Angiotensin II (ANG II) regulates an array of physiological and pathological responses in vascular smooth muscle cells (VSMCs) by activating ERK1/2 and phosphoinositide 3-kinase (PI3K)/Akt signaling pathways. We have demonstrated that ANG II and insulin-like growth factor-1 (IGF-1) induce the expression of early growth response protein-1 (Egr-1), a zinc finger transcription factor, which regulates the transcription of cell cycle regulatory genes network in VSMCs. We have reported that IGF-1 induces the phosphorylation of histone deacetylase 5 (HDAC5), which has been implicated in the expression of genes linked to VSMC growth and hypertrophy, via a PI3K/Akt-dependent pathway in VSMCs. However, the involvement of PI3K/Akt pathways in ANG II-induced HDAC5 phosphorylation and the contribution of HDAC5 in Egr-1 expression and hypertrophy in VSMCs remain unexplored. Here, we show that pharmacological blockade of the PI3K/Akt pathway either by wortmannin/SC66 or siRNA-induced silencing of Akt attenuated ANG II-induced HDAC5 phosphorylation and its nuclear export. Moreover, SC66 or Akt knockdown also suppressed ANG II-induced Egr-1 expression. Furthermore, pharmacological inhibition of HDAC5 by MC1568 or TMP-195 or knockdown of HDAC5 and the blockade of the nuclear export of HDAC5 by leptomycin B or KPT-330 significantly reduced ANG II-induced Egr-1 expression. In addition, depletion of either HDAC5 or Egr-1 by siRNA attenuated VSMC hypertrophy in response to ANG II. In summary, our results demonstrate that ANG II-induced HDAC5 phosphorylation and its nuclear exclusion are mediated by PI3K/Akt pathway and HDAC5 is an upstream regulator of Egr-1 expression and hypertrophy in VSMCs. ANG II-induced histone deacetylase 5 (HDAC5) phosphorylation and nuclear export occurs via the phosphoinositide 3-kinase/Akt pathway. Akt, through HDAC5, regulates ANG II-induced expression of early growth response protein-1 (Egr-1), which is a transcription factor linked with vascular dysfunction. Inhibition of HDAC5 exclusion by nuclear export inhibitors suppresses ANG II-induced Egr-1 expression. HDAC5 is an upstream mediator of Egr-1 expression and cell hypertrophy in response to ANG II in vascular smooth muscle cells.
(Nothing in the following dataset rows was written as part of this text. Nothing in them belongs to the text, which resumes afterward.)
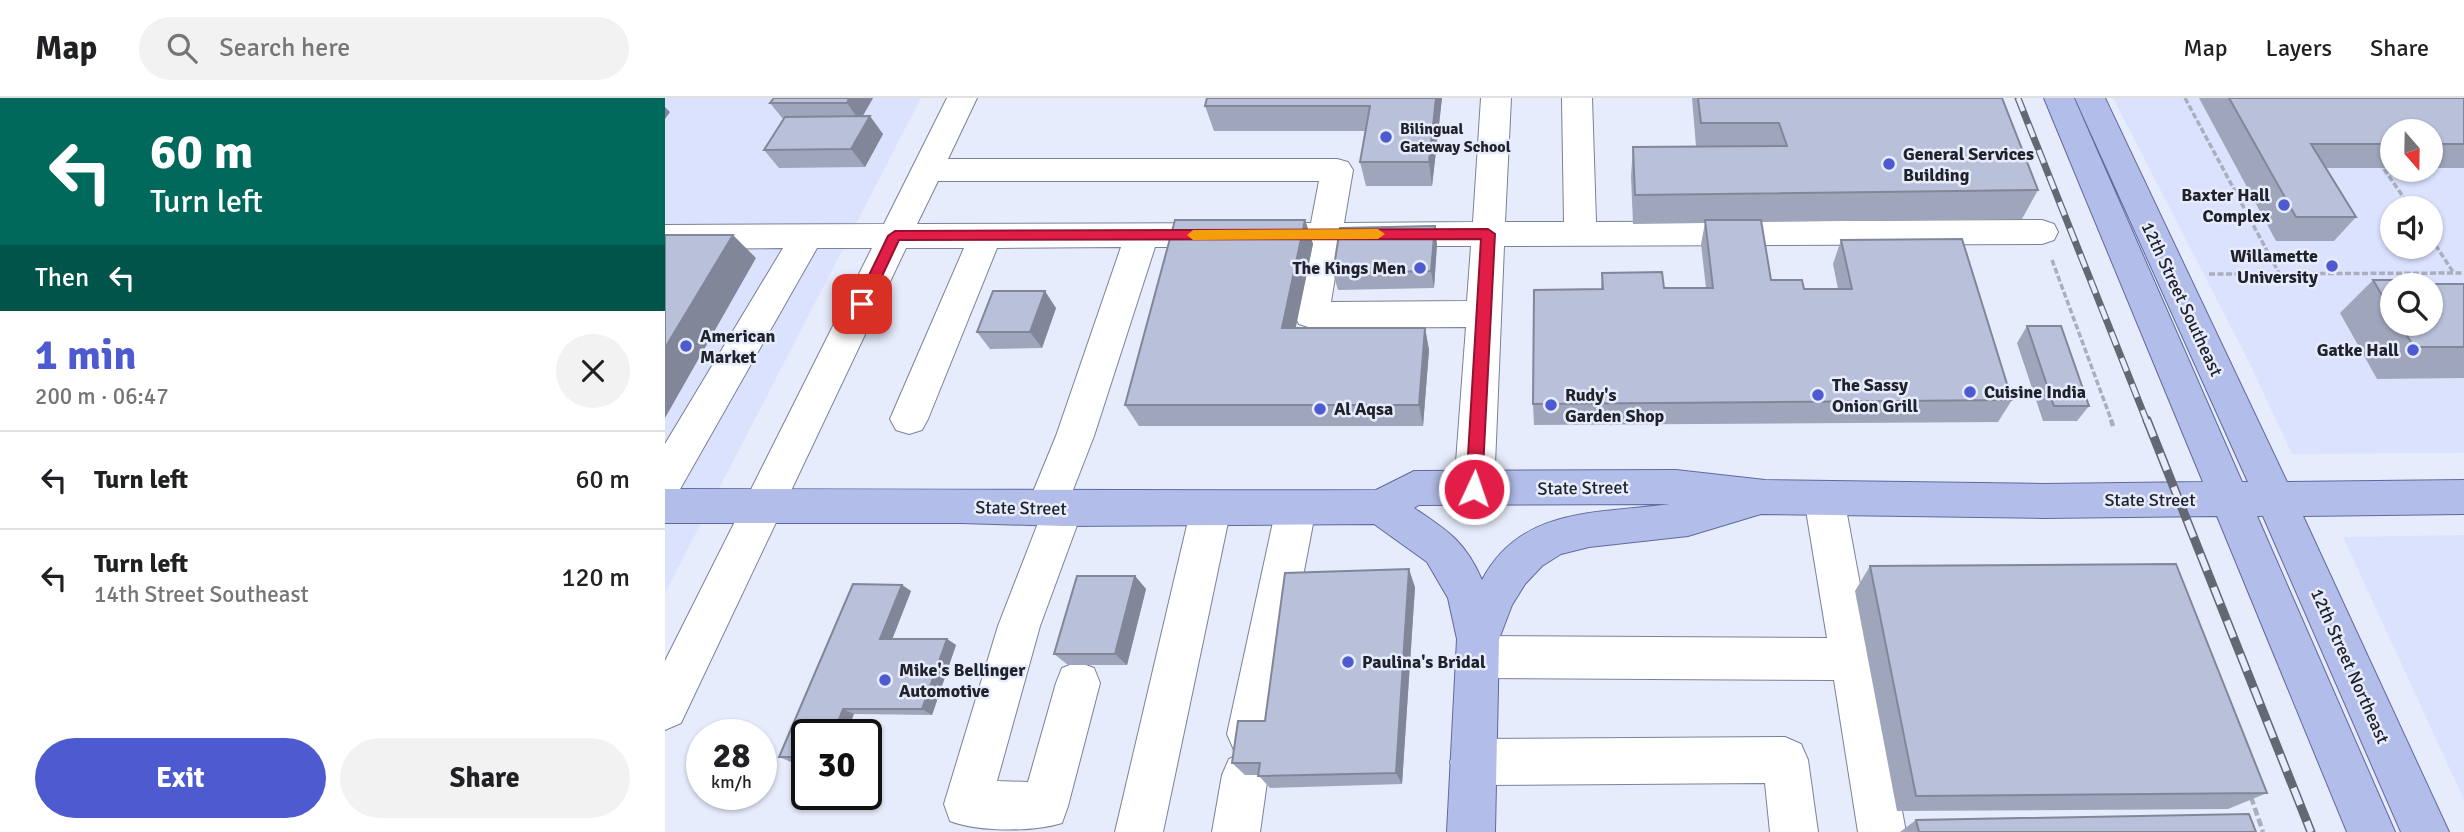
<!DOCTYPE html>
<meta charset="utf-8">
<style>
body{margin:0;font-family:Signika,sans-serif;background:#f2f2f2;color:#202124;height:100vh;display:flex;flex-direction:column;font-size:26px;white-space:nowrap}
*{box-sizing:border-box;margin:0}
p{font-size:23px;color:#757577}
.icon{flex:none;width:38px;height:38px;fill:none;stroke:currentColor;stroke-width:2;stroke-linecap:round;stroke-linejoin:round}
.map{position:relative;flex:1;overflow:hidden}
.sheet{display:flex;flex-direction:column;background:#fff;width:665px}
.sheet>*{flex:none}
.top-card{background:#00695c;color:#fff;overflow:hidden}
.needle{width:46px;rotate:160deg}
.buttons{position:absolute;left:1715px;top:21px;display:grid;gap:14px}
.buttons a{display:grid;place-items:center;width:63px;height:63px;border-radius:50%;background:#fff;box-shadow:0 2px 5px #0004;font-size:35px}
.speed{position:absolute;left:21px;top:621px;display:flex;gap:14px;font-size:35px;font-weight:700;text-align:center}
.speed>*{display:grid;place-content:center;width:91px;height:91px;border-radius:50%;background:#fff;box-shadow:0 2px 5px #0004;line-height:1}
.speed small{font-size:18px;font-weight:400}
.speed .limit{border:4px solid #111;border-radius:10px;background:#fff;color:#111}
.pin{position:absolute;display:grid;place-items:center;width:60px;height:60px;color:#fff;margin:-30px;border-radius:14px;box-shadow:0 4px 10px #0006}
.me{position:absolute;width:77px;margin:-38px;rotate:3deg;stroke-linejoin:round;filter:drop-shadow(0 0 5px #0008)}
.turn{display:flex;align-items:center;gap:24px;height:147px;padding:0 35px;font-size:32px}
.turn .icon{width:91px;height:91px;stroke-width:2.5}
.turn b{display:block;font-size:49px;line-height:60px}
.then{display:flex;align-items:center;height:66px;padding:0 35px;background:#0003;gap:14px;font-size:26px}
.round{display:grid;place-items:center;flex:none;width:74px;height:74px;border-radius:37px;background:#f2f2f2}
.overview{display:flex;align-items:center;justify-content:space-between;height:119px;padding:0 35px}
h1{font-size:42px;font-weight:800;line-height:52px;color:#4d5ad0}
.action{display:flex;gap:14px;margin-top:auto;padding:14px 35px}
.action a{flex:1;height:80px;border-radius:42px;background:#4d5ad0;color:#fff;font-size:28px;font-weight:800;line-height:80px;text-align:center}
.action a+a{background:#f2f2f2;color:#202124}
ul{padding:0;list-style:none}
li{display:flex;align-items:center;gap:21px;height:98px;padding:0 35px;border-top:2px solid #e0e0e0}
li div{flex:1}
li b{display:block;font-size:26px}
li em{font-style:normal}
header{display:flex;align-items:center;gap:42px;box-sizing:border-box;height:98px;padding:0 35px;background:#fff;border-bottom:2px solid #e0e0e0}
header strong{font-size:33px}
nav{display:flex;gap:38px;margin-inline-start:auto;font-size:24px}
.search{width:490px;height:63px;background:#f2f2f2;display:flex;align-items:center;gap:18px;box-sizing:border-box;padding:0 24px;border-radius:38px;color:#757577;font-size:26px}
main{display:flex;flex:1;min-height:0}
.map>svg:first-child{display:block}
.built{fill:#dbe2fe;fill-rule:evenodd}
.lines{fill:none;stroke-linecap:round;stroke-linejoin:round}
.minor-casing{stroke:#7a8199;stroke-width:2}
.major-casing{stroke:#5e6a9e;stroke-width:2}
.path-far1{stroke:#aaafbc;stroke-width:3.5;stroke-dasharray:6 2.5;stroke-linecap:butt}
.path{stroke:#aaafbc;stroke-width:4.5;stroke-dasharray:8 3.5;stroke-linecap:butt}
.minor{fill:#fff;fill-rule:evenodd}
.major{fill:#b3bde9;fill-rule:evenodd}
.rail-far1-casing{stroke:#646873;stroke-width:7}
.rail-casing{stroke:#646873;stroke-width:9}
.rail-far1{stroke:#e7ecfc;stroke-width:4.5;stroke-dasharray:14;stroke-linecap:butt}
.rail{stroke:#e7ecfc;stroke-width:6;stroke-dasharray:18;stroke-linecap:butt}
.wall{fill:#9fa5bb;fill-rule:evenodd}
.shaded-wall{fill:#828699}
.building{fill:#b9c0da;stroke:#828699;stroke-width:2}
.route{fill:#e11d48;stroke:#92132f;stroke-width:2}
.slow{fill:#f59e0b}
.poi-dot{fill:#4d5ad0;stroke:#e7ecfc;stroke-width:2.5}
.labels{text-anchor:middle;stroke-width:5;stroke-linejoin:round;paint-order:stroke}
.far-poi-label{font-size:16px;font-weight:bold;fill:#20232c;stroke:#e7ecfc;text-anchor:start}
.poi-label{font-size:18px;font-weight:bold;fill:#20232c;stroke:#e7ecfc;text-anchor:start}
.street-label{font-size:18px;fill:#20232c;stroke:#e7ecfc}
</style>
<header>
<strong>Map</strong>
<div class="search"><svg class="icon" aria-label="search" viewBox="0 0 24 24"><circle cx="10" cy="10" r="6"/><path d="M15 15l6 6"/></svg>Search here</div>
<nav><a>Map</a><a>Layers</a><a>Share</a></nav>
</header>
<main>
<section class="sheet">
<div class="top-card">
<div class="turn"><svg class="icon" aria-label="left" viewBox="0 0 24 24"><path d="M17 20v-9H6M10 6l-5 5 5 5"/></svg><div><b>60 m</b>Turn left</div></div>
<div class="then">Then<svg class="icon" aria-label="left" viewBox="0 0 24 24"><path d="M17 20v-9H6M10 6l-5 5 5 5"/></svg></div>
</div>
<div class="overview"><div><h1>1 min</h1><p>200 m · 06:47</p></div><a class="round"><svg class="icon" aria-label="close" viewBox="0 0 24 24"><path d="M6 6l12 12M18 6L6 18"/></svg></a></div>
<ul>
<li><svg class="icon" aria-label="left" viewBox="0 0 24 24"><path d="M17 20v-9H6M10 6l-5 5 5 5"/></svg><div><b>Turn left</b></div><em>60 m</em></li>
<li><svg class="icon" aria-label="left" viewBox="0 0 24 24"><path d="M17 20v-9H6M10 6l-5 5 5 5"/></svg><div><b>Turn left</b><p>14th Street Southeast</p></div><em>120 m</em></li>
</ul>
<div class="action"><a>Exit</a><a>Share</a></div>
</section>
<div class="map">
<svg width="1799" height="734" viewBox="0 0 1799 734">
<rect width="100%" height="100%" fill="#e7ecfc"/>
<path class="built" d="M0,0h256l-256,495z
M1448,0h351v355l-172,1 -42,-90zM1727,33h39v39h-39zM1727,110h39v39h-39zM1727,187h39v39h-39z
M1799,437v265l-121,-263z"/>
<g class="lines">
<g class="minor-casing">
<path id="minor" d="M282,0h30l-29,61h389l11,3 5,8 -9,53 129,-1 8,-124h30l-6,124h59l-2,-124h30l4,124 446,-2 12,4 4,8 -4,8 -12,4 -538,2 -10,243 -6,12 -14,5 -14,-5 -6,-12 12,-162 -155,1 -12,-4 -5,-9 13,-68h-152l-61,189 -23,59 6,2 6,12 -43,117 -43,155 31,1 28,-99 6,-15 16,-6 16,6 6,15 -32,123 -6,17c-28,9 -84,9 -112,-2l-6,-17 54,-178 40,-103 -6,-2 -6,-12 30,-73 65,-189 -124,1 -69,171 -6,11 -13,4 -13,-4 -6,-11 74,-171h-58l-225,475 -16,7v-69l207,-413h-55l-138,243 -14,5v-52l118,-196 -118,1v-24l219,-1zM273,83h381l-8,42 -394,1zM675,148h131l-4,55 -136,1z
M1159,383l14,5 6,12 62,334h-48l-24,-152 -357,-2 -15,-6 -7,-15 7,-15 15,-6 350,2 -23,-140 6,-12z
M546,393l14,5 6,12 -68,324h-48l76,-324 6,-12z
M631,393l14,5 6,12 -43,226 -7,16 -13,5 8,4 7,16 -8,57h-48l10,-57 7,-16 13,-6 -8,-3 -7,-16 49,-226 6,-12z
M1120,639l16,7 7,16 10,72h-48l-5,-49 -292,2 -16,-7 -7,-16 7,-16 16,-7z"/>
</g>
<g class="major-casing">
<path id="major" d="M1379,0h30l168,384h6l-173,-384h30l182,384 177,-2v34l-161,2 146,316h-48l-138,-316h-6l138,316h-48l-130,-316 -174,2 -282,-4 -73,22 -99,11 -28,7 -19,12 -17,18 -13,21 -13,34 -4,193h-48l10,-193 -9,-41 -21,-36 -53,-38 -311,2 -102,-3h-296v-34c237,0 474,2 711,1l38,-19 262,-1 89,10 278,4 160,-2zM1005,406c-71,10 -149,2 -188,76 -17,-39 -34,-49 -68,-72l5,-3z"/>
</g>
<path class="path-far1" d="M1520,0l94,175
M1719,71l27,39
M1766,140l22,34
M1387,162l60,162
M1544,176l255,-1"/>
<path class="path" d="M1446,322l2,6
M1586,699l12,35"/>
<use href="#minor" class="minor"/>
<use href="#major" class="major"/>
<g class="rail-far1-casing">
<path id="rail-far1" d="M1353,0l129,324"/>
</g>
<g class="rail-casing">
<path id="rail" d="M1482,322l164,412"/>
</g>
<use href="#rail-far1" class="rail-far1"/>
<use href="#rail" class="rail"/>
</g>
<path class="wall" d="M208,0l-11,18 21,18 -18,33 -86,1 -15,-18 19,-31 -13,-16z
M542,0h235l-10,88h-66l-6,-24 5,-31h-151l-9,-25z
M1027,0h310l36,92 -16,29 -261,3 10,58 33,9h34l-5,-25 8,-24 171,160 -14,22 -464,3 -1,-21 68,-115 1,-16 62,15h42l-5,-44 4,-21 -72,1 -2,-48 2,-29 63,-1z
M1534,0h265v70h-33v-37h-39v37h-66l30,49 -22,24h-58z
M640,122l8,24 -18,84h130l4,22 -6,76h-284l-14,-21z
M772,146l-3,44 -96,2 -5,-17z
M1708,182l47,4h44v94l-87,1 -37,-66zM1727,187l39,39h-39z
M391,210l-14,40 -52,1 -13,-17z
M1362,228l62,80 -12,15h-34l-26,-78z
M1205,468l397,227 -39,16 -331,2 -42,-220z
M470,478l11,13 -19,76h-59l-14,-11z
M237,487l9,6 -19,48h55l9,6 -24,70 -78,-1 -47,21v27h-16l-12,-5z
M750,489l-13,197 -132,4 -12,-13h-13l-13,-12 33,-42z
M1251,722l340,12h-356z"/>
<path class="shaded-wall" d="M184,0h24l-13,23 -13,-18z
M771,0h6l-10,88 -3,-24z
M0,9l5,5 -5,7z
M205,18l13,18 -18,33 -14,-18z
M640,122l8,24 -22,107 -9,-23z
M770,128l2,18 -3,44 -3,-17z
M68,137l23,23 -91,160v-70z
M380,193l11,17 -14,40 -12,-16z
M760,230l4,22 -6,76 -4,-21z
M744,471l6,18 -13,197 -6,-11z
M470,478l11,13 -19,76 -12,-11z
M237,487l9,6 -21,54 -10,-6z
M282,541l9,6 -24,70 -10,-6z
M178,611l11,5 -8,21h-13z"/>
<path class="building" d="M109,0h75l-2,5h-77z
M542,0h229l-7,64h-69l10,-56h-165z
M1033,0h304l36,92 -403,5 -2,-48 154,-1 -8,-23h-78z
M1564,0h235v46h-33v-13h-39v13h-81l45,73h-60z
M205,18l-19,33 -87,1 21,-33z
M510,122h130l-23,108h143l-6,77h-294z
M1040,122h56l10,60h31l2,9h48l-11,-49 121,-1 50,161 -479,4 1,-114 69,-1 -1,-16 60,-1 2,16h49z
M770,128l-4,45 -98,2 7,-45z
M0,137h68l-68,113z
M1708,182h44l3,4h44v63h-50l-14,-23h31v-39h-39v27z
M328,193h52l-15,41h-53z
M1362,228h34l28,80h-35z
M1511,466l91,229 -351,3 -46,-230z
M744,471l-13,204 -138,3 2,-13h-28l6,-42h27l20,-148z
M412,478h58l-20,78h-61z
M188,486l49,1 -22,54h67l-25,70h-79l-10,26h-26v22h-28z
M1584,716l7,18h-337l-3,-12z"/>
<path class="route" d="M823,131l7,5 -13,255 -3,5h-11l-2,-5 15,-250 -582,1 -32,68 -5,1 -7,-5 33,-68 7,-5z"/>
<path class="slow" d="M713,131l7,5 -7,5 -185,1 -6,-5 6,-5z"/>
<g class="poi-dot">
<circle cx="721" cy="39" r="7"/>
<circle cx="1224" cy="66" r="7"/>
<circle cx="1619" cy="107" r="7"/>
<circle cx="1667" cy="168" r="7"/>
<circle cx="755" cy="170" r="7"/>
<circle cx="21" cy="248" r="7"/>
<circle cx="1748" cy="252" r="7"/>
<circle cx="1305" cy="294" r="7"/>
<circle cx="1153" cy="297" r="7"/>
<circle cx="886" cy="307" r="7"/>
<circle cx="655" cy="311" r="7"/>
<circle cx="683" cy="564" r="7"/>
<circle cx="220" cy="582" r="7"/>
</g>
<g class="labels">
<g class="far-poi-label">
<text x="735" y="36">Bilingual<tspan x="735" dy="18">Gateway School</tspan></text>
</g>
<g class="poi-label">
<text x="1238" y="62">General Services<tspan x="1238" dy="21">Building</tspan></text>
<text x="1605" y="103" text-anchor="end">Baxter Hall<tspan x="1605" dy="21">Complex</tspan></text>
<text x="1653" y="164" text-anchor="end">Willamette<tspan x="1653" dy="21">University</tspan></text>
<text x="741" y="176" text-anchor="end">The Kings Men</text>
<text x="35" y="244">American<tspan x="35" dy="21">Market</tspan></text>
<text x="1734" y="258" text-anchor="end">Gatke Hall</text>
<text x="1167" y="293">The Sassy<tspan x="1167" dy="21">Onion Grill</tspan></text>
<text x="1319" y="300">Cuisine India</text>
<text x="900" y="303">Rudy's<tspan x="900" dy="21">Garden Shop</tspan></text>
<text x="669" y="317">Al Aqsa</text>
<text x="697" y="570">Paulina's Bridal</text>
<text x="234" y="578">Mike's Bellinger<tspan x="234" dy="21">Automotive</tspan></text>
</g>
<g class="street-label">
<text transform="translate(1517 201) rotate(65)" y="6">12th Street Southeast</text>
<text transform="translate(918 390) rotate(-1)" y="6">State Street</text>
<text x="1485" y="408">State Street</text>
<text transform="translate(356 410) rotate(1)" y="6">State Street</text>
<text transform="translate(1685 568) rotate(66)" y="6">12th Street Northeast</text>
</g>
</g>
</svg>
<div class="buttons">
<a><svg class="needle" viewBox="-14 -14 28 28"><path d="M0-13l5 13h-10z" fill="#e53935"/><path d="M0 13l5-13h-10z" fill="#757577"/></svg></a>
<a><svg class="icon" aria-label="sound" viewBox="0 0 24 24"><path d="M4 9h4l5-4v14l-5-4H4zM17 9q2 3 0 6"/></svg></a>
<a><svg class="icon" aria-label="search" viewBox="0 0 24 24"><circle cx="10" cy="10" r="6"/><path d="M15 15l6 6"/></svg></a>
</div>
<div class="speed"><div>28<small>km/h</small></div><div class="limit">30</div></div>
<div class="pin" style="left:197px;top:206px;background:#d93025"><svg class="icon" aria-label="arrive" viewBox="0 0 24 24"><path d="M6 21V4h12l-3 4 3 4H6"/></svg></div>
<svg class="me" style="left:809px;top:391px" viewBox="-20 -20 40 40"><circle r="17" fill="#e11d48" stroke="#fff" stroke-width="3"/><path d="M0-11L8 9 0 5-8 9z" fill="#fff"/></svg>
</div>
</main>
血管平滑肌细胞(VSMCs)中的血管紧张素 II(ANG II)通过激活 ERK1/2 和磷酸肌醇 3-激酶(PI3K)/Akt 信号通路,调节多种生理和病理反应。我们已经证明,ANG II 和胰岛素样生长因子-1(IGF-1)诱导早期生长反应蛋白-1(Egr-1)的表达,Egr-1 是一种锌指转录因子,调节 VSMCs 中细胞周期调节基因网络的转录。我们已经报道,IGF-1 通过 PI3K/Akt 依赖性途径诱导组蛋白去乙酰化酶 5(HDAC5)的磷酸化,该途径与 VSMC 生长和肥大相关的基因表达有关。然而,PI3K/Akt 途径在 ANG II 诱导的 HDAC5 磷酸化中的参与以及 HDAC5 在 VSMCs 中的 Egr-1 表达和肥大中的作用仍未得到探索。在这里,我们表明,通过wortmannin/SC66 或 Akt 特异性 siRNA 诱导的 Akt 沉默抑制 PI3K/Akt 通路的药理学阻断,可减弱 ANG II 诱导的 HDAC5 磷酸化及其核输出。此外,SC66 或 Akt 敲低也抑制了 ANG II 诱导的 Egr-1 表达。此外,通过 MC1568 或 TMP-195 抑制 HDAC5 的药理学作用,或通过莱普霉素 B 或 KPT-330 阻断 HDAC5 的核输出,显著降低了 ANG II 诱导的 Egr-1 表达。此外,通过 siRNA 耗竭 HDAC5 或 Egr-1 可减弱 ANG II 诱导的 VSMC 肥大。总之,我们的结果表明,ANG II 诱导的 HDAC5 磷酸化及其核排除是由 PI3K/Akt 途径介导的,HDAC5 是 VSMCs 中 Egr-1 表达和肥大的上游调节剂。血管紧张素 II(ANG II)诱导的组蛋白去乙酰化酶 5(HDAC5)磷酸化和核输出通过磷酸肌醇 3-激酶/akt 途径发生。Akt 通过 HDAC5 调节 ANG II 诱导的早期生长反应蛋白-1(Egr-1)的表达,Egr-1 是一种与血管功能障碍相关的转录因子。通过核输出抑制剂抑制 HDAC5 排除可抑制 ANG II 诱导的 Egr-1 表达。HDAC5 是血管平滑肌细胞对 ANG II 反应中 Egr-1 表达和细胞肥大的上游介质。